Work request
Whenever a line in the records below contains "number", pick it out.

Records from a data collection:
--

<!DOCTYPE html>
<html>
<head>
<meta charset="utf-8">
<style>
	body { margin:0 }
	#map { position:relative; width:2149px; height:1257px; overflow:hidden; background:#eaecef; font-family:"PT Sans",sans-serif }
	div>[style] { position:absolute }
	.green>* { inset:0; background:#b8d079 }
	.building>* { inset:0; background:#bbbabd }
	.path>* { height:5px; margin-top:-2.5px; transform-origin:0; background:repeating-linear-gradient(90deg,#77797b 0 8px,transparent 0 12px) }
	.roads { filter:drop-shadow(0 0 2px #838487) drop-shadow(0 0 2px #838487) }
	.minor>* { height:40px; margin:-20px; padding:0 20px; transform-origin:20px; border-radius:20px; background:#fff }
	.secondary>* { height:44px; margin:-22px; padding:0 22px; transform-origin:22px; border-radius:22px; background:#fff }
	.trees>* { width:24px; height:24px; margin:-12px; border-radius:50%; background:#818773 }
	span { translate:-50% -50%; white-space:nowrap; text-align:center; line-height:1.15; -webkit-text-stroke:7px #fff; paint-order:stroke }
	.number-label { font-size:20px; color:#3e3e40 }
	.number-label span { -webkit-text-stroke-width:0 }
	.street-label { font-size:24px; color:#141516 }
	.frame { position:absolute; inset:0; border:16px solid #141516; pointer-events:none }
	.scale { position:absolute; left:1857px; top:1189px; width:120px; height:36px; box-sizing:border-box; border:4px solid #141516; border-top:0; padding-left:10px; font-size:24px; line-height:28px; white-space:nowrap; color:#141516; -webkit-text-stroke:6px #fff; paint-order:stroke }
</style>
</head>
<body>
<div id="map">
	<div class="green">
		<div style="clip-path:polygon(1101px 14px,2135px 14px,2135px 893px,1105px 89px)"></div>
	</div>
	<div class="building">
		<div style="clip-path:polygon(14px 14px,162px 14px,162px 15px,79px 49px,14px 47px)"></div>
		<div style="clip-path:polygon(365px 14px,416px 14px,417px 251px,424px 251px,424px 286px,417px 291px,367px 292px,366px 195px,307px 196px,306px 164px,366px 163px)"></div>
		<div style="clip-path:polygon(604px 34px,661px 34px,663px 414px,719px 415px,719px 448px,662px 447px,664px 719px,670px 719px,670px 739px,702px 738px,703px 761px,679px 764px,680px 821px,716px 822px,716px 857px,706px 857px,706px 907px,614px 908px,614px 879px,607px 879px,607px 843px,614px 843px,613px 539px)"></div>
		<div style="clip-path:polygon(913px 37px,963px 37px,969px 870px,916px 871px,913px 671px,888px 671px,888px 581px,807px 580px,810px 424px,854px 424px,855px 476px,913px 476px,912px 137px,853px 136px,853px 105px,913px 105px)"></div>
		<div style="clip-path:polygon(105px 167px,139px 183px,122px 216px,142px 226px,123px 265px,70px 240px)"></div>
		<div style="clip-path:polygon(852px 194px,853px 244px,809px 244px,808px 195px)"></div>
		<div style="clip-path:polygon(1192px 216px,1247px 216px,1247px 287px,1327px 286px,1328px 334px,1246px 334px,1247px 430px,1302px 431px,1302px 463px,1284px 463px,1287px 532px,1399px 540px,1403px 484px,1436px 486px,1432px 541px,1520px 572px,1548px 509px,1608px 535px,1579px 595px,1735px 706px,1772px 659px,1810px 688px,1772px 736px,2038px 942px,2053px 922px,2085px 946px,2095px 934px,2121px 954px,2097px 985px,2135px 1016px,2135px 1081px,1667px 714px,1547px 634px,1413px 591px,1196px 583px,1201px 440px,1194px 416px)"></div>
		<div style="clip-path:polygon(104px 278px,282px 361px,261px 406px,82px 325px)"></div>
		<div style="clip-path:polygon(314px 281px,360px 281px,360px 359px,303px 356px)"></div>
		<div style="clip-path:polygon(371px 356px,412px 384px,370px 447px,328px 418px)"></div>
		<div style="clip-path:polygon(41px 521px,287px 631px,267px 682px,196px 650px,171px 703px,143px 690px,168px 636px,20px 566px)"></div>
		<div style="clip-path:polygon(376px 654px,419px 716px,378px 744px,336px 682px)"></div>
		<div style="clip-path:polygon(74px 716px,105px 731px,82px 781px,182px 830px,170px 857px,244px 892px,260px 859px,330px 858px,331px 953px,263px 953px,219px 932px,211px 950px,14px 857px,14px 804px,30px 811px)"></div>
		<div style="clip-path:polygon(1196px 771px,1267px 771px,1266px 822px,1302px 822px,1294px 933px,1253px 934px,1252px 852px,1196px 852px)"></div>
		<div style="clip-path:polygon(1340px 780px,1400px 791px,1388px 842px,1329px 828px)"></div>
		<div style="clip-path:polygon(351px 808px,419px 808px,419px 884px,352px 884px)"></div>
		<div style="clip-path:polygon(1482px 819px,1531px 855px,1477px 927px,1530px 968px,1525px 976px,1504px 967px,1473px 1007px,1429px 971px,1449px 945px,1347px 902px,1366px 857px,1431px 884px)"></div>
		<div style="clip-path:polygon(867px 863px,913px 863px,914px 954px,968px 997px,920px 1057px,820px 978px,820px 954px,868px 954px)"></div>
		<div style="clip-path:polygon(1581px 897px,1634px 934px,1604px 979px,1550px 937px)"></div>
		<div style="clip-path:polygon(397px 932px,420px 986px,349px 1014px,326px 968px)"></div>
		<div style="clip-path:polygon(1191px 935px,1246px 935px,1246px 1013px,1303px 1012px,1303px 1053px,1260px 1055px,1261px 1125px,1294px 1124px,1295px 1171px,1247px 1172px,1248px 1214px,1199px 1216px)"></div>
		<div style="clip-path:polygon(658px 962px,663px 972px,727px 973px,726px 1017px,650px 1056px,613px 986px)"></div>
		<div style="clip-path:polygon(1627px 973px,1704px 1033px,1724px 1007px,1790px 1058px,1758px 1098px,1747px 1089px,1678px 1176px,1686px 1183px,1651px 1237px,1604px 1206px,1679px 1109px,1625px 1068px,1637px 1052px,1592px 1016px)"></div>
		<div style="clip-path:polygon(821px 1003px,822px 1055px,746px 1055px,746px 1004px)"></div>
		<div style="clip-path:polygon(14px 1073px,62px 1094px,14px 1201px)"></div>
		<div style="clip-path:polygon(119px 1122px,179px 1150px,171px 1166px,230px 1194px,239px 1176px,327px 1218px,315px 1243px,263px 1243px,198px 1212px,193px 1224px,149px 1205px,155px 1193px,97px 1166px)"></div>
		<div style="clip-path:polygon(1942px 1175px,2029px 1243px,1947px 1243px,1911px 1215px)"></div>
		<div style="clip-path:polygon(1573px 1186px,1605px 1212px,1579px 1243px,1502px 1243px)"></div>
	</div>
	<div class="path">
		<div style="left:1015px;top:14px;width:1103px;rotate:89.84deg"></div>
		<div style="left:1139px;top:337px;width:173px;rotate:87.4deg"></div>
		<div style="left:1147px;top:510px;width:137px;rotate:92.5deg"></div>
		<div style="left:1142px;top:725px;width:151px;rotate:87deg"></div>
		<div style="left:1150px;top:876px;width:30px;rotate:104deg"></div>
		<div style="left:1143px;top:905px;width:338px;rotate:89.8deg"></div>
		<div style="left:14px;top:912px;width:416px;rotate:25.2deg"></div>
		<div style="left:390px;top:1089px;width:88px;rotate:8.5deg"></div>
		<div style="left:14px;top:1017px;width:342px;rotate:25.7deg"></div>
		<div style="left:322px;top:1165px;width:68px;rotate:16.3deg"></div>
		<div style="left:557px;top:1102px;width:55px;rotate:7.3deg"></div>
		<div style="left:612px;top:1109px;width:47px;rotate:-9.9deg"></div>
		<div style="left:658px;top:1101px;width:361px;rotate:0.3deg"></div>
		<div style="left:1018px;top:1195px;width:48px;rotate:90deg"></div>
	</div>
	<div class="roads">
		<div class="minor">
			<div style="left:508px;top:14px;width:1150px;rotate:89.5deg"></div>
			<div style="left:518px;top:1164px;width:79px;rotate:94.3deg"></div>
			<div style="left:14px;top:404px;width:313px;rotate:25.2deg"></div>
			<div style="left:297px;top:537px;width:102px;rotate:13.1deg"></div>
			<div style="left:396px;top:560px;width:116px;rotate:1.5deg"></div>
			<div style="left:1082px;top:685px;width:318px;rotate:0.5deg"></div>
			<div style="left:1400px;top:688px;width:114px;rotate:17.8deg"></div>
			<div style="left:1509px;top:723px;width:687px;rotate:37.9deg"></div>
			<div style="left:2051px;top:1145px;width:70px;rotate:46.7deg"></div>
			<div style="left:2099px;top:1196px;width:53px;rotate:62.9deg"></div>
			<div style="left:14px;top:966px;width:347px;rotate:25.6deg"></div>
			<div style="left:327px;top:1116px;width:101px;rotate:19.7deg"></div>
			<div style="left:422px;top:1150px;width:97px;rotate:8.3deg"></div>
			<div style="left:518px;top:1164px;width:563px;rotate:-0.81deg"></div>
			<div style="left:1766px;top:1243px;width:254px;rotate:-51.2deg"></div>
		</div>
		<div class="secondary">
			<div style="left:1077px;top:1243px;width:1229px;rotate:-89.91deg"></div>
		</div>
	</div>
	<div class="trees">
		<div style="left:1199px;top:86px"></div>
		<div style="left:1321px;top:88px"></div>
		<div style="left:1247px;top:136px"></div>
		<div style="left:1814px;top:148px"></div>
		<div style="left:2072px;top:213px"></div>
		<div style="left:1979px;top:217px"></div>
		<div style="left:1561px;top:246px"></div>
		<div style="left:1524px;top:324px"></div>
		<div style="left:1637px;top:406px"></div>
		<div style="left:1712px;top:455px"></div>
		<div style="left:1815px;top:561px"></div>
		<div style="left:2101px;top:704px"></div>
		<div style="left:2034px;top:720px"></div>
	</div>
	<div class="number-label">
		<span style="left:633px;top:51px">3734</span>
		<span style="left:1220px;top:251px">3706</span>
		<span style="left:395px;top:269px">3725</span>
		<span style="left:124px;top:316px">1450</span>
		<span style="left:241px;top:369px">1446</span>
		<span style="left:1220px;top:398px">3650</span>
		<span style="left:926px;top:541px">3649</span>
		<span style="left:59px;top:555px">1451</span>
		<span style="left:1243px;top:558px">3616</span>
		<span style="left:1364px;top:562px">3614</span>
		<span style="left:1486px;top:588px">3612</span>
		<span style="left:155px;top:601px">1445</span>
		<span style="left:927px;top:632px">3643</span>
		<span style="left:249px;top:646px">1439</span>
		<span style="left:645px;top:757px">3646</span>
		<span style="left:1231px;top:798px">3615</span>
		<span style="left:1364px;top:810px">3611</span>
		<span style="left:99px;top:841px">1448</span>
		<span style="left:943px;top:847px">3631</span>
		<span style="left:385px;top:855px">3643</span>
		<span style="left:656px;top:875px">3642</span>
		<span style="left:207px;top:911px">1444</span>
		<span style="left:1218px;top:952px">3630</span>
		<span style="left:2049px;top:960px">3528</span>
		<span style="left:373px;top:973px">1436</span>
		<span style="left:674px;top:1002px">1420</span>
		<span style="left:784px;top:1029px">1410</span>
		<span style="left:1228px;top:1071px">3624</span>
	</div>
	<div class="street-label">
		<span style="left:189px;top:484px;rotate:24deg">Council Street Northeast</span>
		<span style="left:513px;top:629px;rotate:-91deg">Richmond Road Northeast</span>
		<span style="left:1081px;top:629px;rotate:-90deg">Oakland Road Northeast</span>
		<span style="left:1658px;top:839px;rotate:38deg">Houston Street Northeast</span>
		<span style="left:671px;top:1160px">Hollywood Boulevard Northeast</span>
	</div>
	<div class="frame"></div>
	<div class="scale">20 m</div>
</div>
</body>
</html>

--

Written answer
	.number-label { font-size:20px; color:#3e3e40 }
	.number-label span { -webkit-text-stroke-width:0 }
	<div class="number-label">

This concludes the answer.